Responding to the threats of the industrial action, Mashatile said the ANC’s failure to pay its workers on time was brought about by the coronavirus pandemic since most of its funding came from donors.
These donors, who rely on various businesses, have seen income from their undertakings reduced due to the pandemic, thereby affecting the party as well, the Treasurer-General said.
In addition, the party has lost most of its funders due to a new party funding law which requires disclosure of donations given to political parties if they exceed $7,000 per donor, Mashatile said.
He added: “We are struggling with cash flow. The ANC has never really had an abundance of cash. We’ve always depended on donors, and since the pandemic, funding has been coming very slow because companies are not doing so well.”

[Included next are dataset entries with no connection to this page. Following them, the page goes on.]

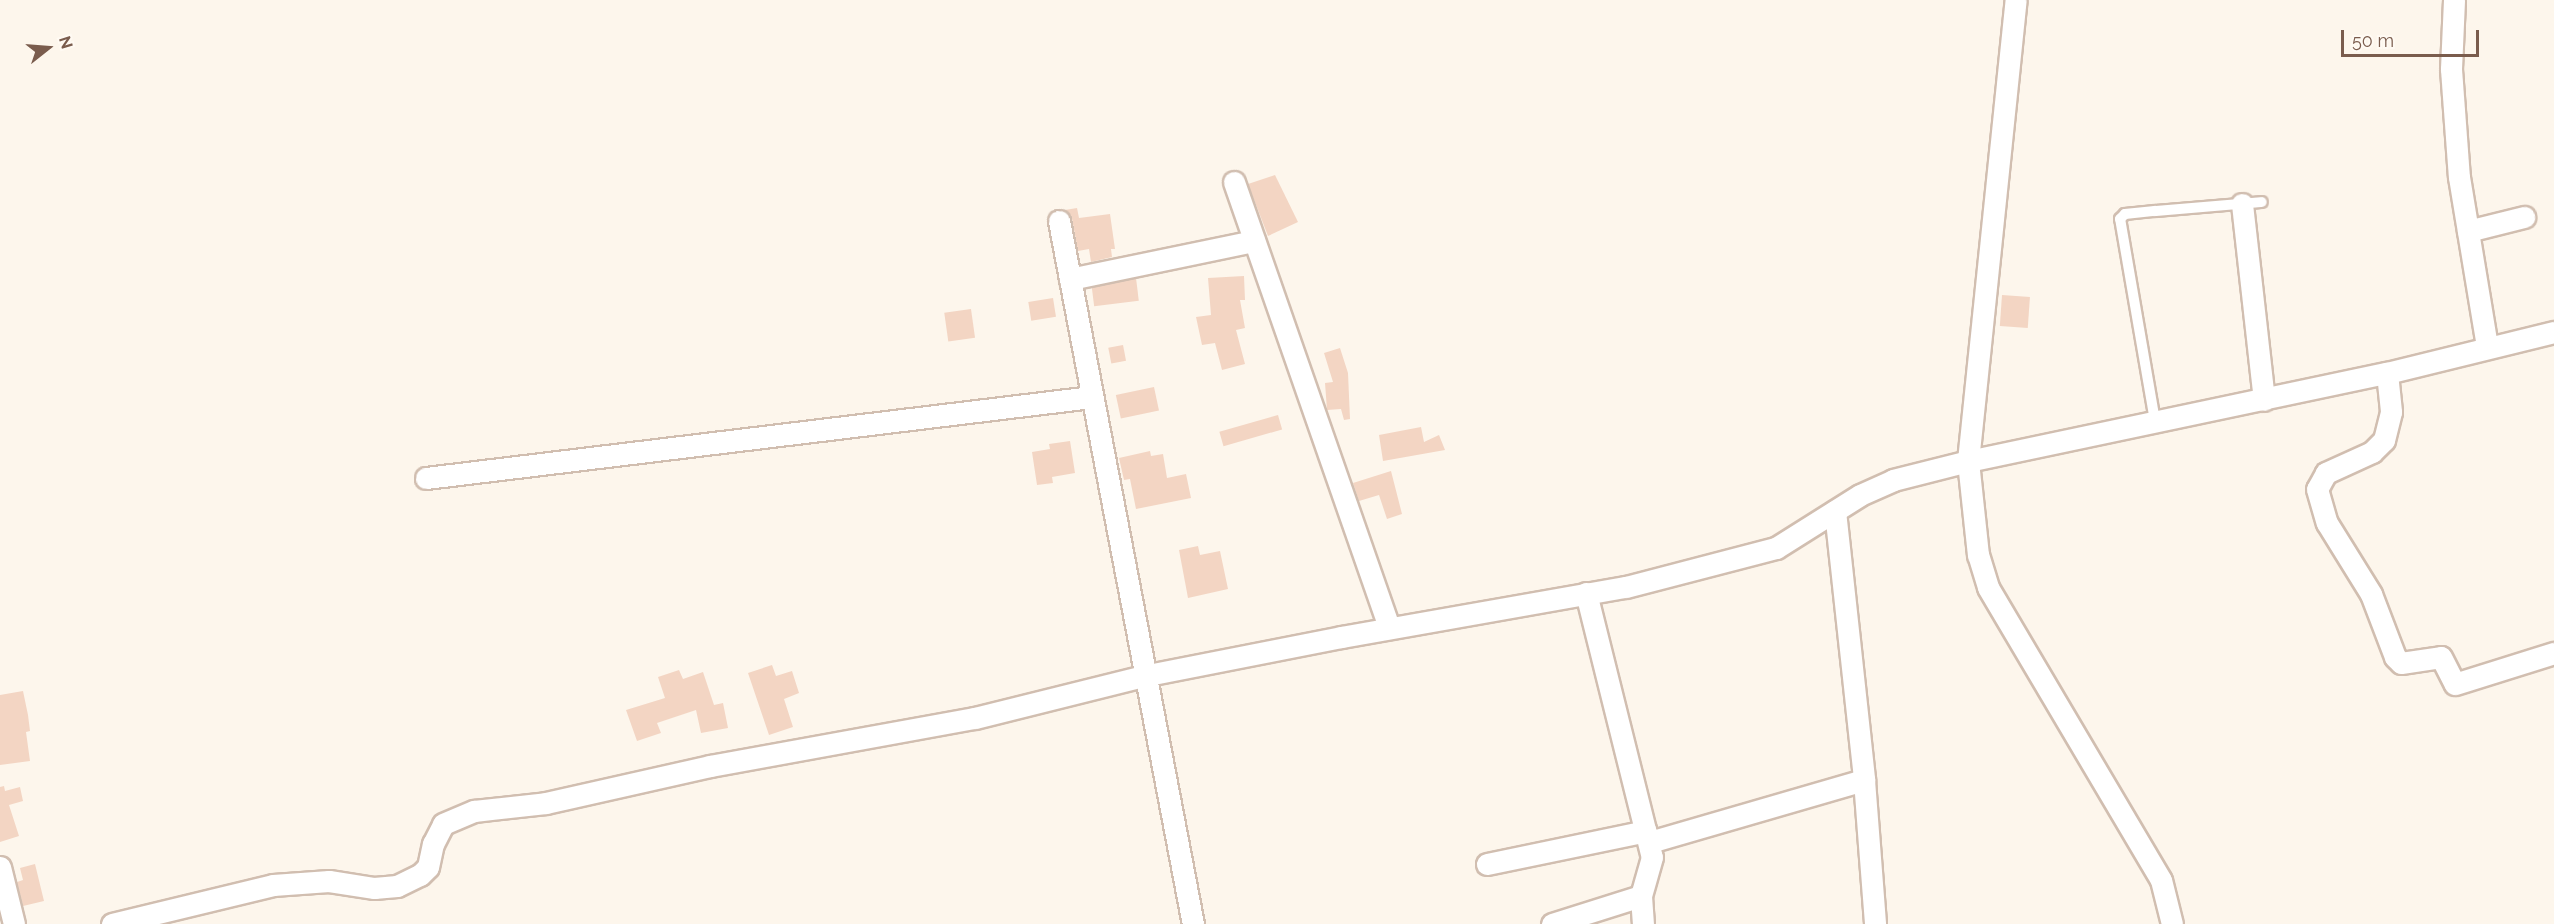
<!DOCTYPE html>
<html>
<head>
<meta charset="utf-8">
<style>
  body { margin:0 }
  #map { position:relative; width:2554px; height:924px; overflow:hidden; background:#fdf6ec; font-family:Raleway,sans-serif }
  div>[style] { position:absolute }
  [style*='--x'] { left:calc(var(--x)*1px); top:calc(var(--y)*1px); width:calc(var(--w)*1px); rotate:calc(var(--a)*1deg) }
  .building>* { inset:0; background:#f3d5c3; transform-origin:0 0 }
  .roads { filter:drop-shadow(2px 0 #d1beb0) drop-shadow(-2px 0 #d1beb0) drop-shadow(0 2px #d1beb0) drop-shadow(0 -2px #d1beb0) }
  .service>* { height:10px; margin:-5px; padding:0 5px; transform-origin:5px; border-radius:5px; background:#fff }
  .minor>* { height:21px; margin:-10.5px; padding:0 10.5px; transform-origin:10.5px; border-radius:10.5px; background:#fff }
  span { translate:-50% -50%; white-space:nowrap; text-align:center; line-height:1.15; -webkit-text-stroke:4.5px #fffaf3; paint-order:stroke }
  .north { position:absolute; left:18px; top:18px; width:60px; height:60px; -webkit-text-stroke:4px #fffaf3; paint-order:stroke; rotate:73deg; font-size:16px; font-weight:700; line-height:24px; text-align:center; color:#7a5c4d }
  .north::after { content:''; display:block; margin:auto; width:21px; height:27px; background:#7a5c4d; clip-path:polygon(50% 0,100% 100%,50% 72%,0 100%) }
  .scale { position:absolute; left:2341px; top:30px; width:138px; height:27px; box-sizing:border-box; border:3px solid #7a5c4d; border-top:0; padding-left:8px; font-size:18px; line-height:21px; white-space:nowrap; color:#7a5c4d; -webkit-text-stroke:4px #fffaf3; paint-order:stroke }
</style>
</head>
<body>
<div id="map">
  <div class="building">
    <div style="clip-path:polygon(1275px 175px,1298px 222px,1268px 236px,1248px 184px)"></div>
    <div style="clip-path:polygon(1077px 208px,1079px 218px,1110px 214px,1115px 249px,1111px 249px,1112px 257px,1091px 262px,1089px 249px,1078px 251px,1072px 219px,1065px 210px)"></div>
    <div style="clip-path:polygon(1244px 276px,1245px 300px,1240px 300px,1245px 328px,1236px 330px,1245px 364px,1222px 370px,1215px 343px,1202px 345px,1196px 317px,1211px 315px,1208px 278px)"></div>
    <div style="left:1136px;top:278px;width:23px;height:45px;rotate:83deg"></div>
    <div style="left:2002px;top:295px;width:28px;height:31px;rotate:4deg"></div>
    <div style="left:1053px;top:298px;width:19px;height:25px;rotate:81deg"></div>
    <div style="left:971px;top:309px;width:29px;height:27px;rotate:82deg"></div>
    <div style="left:1123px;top:345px;width:16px;height:15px;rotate:79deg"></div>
    <div style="clip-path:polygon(1340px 348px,1348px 373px,1350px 419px,1344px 420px,1341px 409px,1327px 410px,1325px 383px,1333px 382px,1324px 353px)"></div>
    <div style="left:1154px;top:387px;width:24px;height:39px;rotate:78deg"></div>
    <div style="left:1278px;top:415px;width:15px;height:61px;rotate:74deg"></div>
    <div style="clip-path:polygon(1421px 427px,1424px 442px,1439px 435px,1445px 450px,1383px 461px,1379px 435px)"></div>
    <div style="clip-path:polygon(1070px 441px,1075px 473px,1052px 477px,1053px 483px,1037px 485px,1032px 452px,1050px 449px,1049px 444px)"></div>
    <div style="clip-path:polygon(1150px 451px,1151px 456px,1163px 454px,1167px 478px,1186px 474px,1191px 498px,1136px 509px,1130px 479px,1124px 480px,1119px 458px)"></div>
    <div style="clip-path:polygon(1391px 471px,1402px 514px,1387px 519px,1379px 495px,1359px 501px,1353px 483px)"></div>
    <div style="clip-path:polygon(1198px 546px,1200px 555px,1220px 551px,1228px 589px,1188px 598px,1179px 550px)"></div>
    <div style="clip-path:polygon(772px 665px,776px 676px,792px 671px,799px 693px,784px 699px,793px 727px,769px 735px,748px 673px)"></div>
    <div style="clip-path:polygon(679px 670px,683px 679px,703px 672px,714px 705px,723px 703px,728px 728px,701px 733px,696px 710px,657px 723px,661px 733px,637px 741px,626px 710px,665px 698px,658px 677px)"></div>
    <div style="clip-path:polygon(23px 691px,28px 715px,30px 731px,26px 732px,30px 761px,0 765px,0 695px)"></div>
    <div style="clip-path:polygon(4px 786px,5px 791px,20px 787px,23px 801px,9px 805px,19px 836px,0 842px,0 787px)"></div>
    <div style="clip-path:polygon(35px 864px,44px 901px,23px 906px,17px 882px,23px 880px,20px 868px)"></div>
  </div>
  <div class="roads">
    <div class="service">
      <div style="--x:2155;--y:421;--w:205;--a:-99.8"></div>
      <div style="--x:2120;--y:219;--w:7;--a:-45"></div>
      <div style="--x:2125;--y:214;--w:30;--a:-6"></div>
      <div style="--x:2155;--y:211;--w:107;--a:-4.8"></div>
    </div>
    <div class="minor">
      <div style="--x:2454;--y:0;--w:69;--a:92.5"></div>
      <div style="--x:2451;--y:69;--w:108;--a:85.8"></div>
      <div style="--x:2459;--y:177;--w:171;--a:80.6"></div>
      <div style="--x:1234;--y:182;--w:472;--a:70.8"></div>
      <div style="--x:2242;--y:204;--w:197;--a:83.6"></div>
      <div style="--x:1059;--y:221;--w:716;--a:79.21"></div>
      <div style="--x:2468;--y:231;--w:58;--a:-14"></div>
      <div style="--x:1070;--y:279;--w:188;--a:-11.7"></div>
      <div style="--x:2387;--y:373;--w:39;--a:84"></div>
      <div style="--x:2391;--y:412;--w:29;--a:104"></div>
      <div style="--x:2384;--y:440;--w:17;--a:135"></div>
      <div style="--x:2372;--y:452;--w:51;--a:155.5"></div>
      <div style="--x:2326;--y:473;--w:18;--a:119"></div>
      <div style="--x:2317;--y:489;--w:35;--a:74"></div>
      <div style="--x:2327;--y:523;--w:84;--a:58.2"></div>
      <div style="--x:2371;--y:594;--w:67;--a:69.1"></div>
      <div style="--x:2395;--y:657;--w:8;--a:45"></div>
      <div style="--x:2401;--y:663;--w:40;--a:-8.5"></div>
      <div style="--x:2441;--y:657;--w:30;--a:63"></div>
      <div style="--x:2455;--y:684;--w:104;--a:-17.4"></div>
      <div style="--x:426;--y:478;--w:670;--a:-6.94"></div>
      <div style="--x:1835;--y:511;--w:271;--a:83.8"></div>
      <div style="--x:1864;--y:780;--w:144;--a:85.6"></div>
      <div style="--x:1586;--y:593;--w:272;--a:76"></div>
      <div style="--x:1652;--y:857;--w:41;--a:105.8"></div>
      <div style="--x:1641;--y:896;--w:28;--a:86"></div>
      <div style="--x:1650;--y:842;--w:223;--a:-16.2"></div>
      <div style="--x:1487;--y:864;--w:162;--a:-11.7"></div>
      <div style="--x:0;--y:867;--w:59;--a:76.2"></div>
      <div style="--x:112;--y:924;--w:166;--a:-13.6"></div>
      <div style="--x:273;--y:885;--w:56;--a:-4.1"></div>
      <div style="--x:329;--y:881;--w:46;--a:8.8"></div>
      <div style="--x:374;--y:888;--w:23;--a:-5"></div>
      <div style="--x:397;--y:886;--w:25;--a:-26"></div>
      <div style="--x:420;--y:875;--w:11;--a:-45"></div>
      <div style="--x:428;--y:867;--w:24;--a:-78"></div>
      <div style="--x:433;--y:844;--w:22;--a:-63"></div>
      <div style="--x:443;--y:824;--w:34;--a:-23"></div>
      <div style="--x:474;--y:811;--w:72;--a:-6.3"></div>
      <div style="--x:546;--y:803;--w:168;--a:-12.7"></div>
      <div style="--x:710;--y:766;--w:269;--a:-10.3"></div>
      <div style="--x:975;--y:718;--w:178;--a:-14"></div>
      <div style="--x:1148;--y:675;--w:197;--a:-11.1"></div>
      <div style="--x:1341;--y:637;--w:289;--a:-10"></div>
      <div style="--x:1626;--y:587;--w:155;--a:-14.6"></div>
      <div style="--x:1776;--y:548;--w:99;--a:-32.2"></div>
      <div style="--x:1860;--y:495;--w:36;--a:-24"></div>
      <div style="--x:1893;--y:480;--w:77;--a:-14.2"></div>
      <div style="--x:1968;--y:461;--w:463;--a:-84.1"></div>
      <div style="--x:1552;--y:924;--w:93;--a:-17.5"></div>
      <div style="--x:2172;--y:924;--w:45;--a:-104"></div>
      <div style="--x:2161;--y:880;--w:340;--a:-120.6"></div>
      <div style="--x:1988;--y:587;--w:34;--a:-107"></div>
      <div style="--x:1978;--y:555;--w:95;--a:-96.1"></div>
      <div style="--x:1968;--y:461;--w:428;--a:-11.9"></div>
      <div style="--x:2387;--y:373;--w:172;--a:-13.8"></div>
    </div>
  </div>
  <div class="north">N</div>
  <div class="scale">50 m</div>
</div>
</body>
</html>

“Some of them have closed down. It’s a difficult environment but we do try our best to raise funds on our own but sometimes we get funding a bit late and we end up paying salaries late,” Mashatile said.
According to him, “in the current economic environment, it has not been easy to get any returns as most of our party’s business investments are also affected.”
“But there is another problem now. The new law which requires disclosure beyond $7,000 you donate to a political party must disclosed, has left some donors uncomfortable. So, they are slowly pulling back and we are struggling in that regard,” he said.
Dozens of protesting workers are expected to hand over their memorandum of demands at the party’s headquarters in Luthuli House in Johannesburg on Wednesday.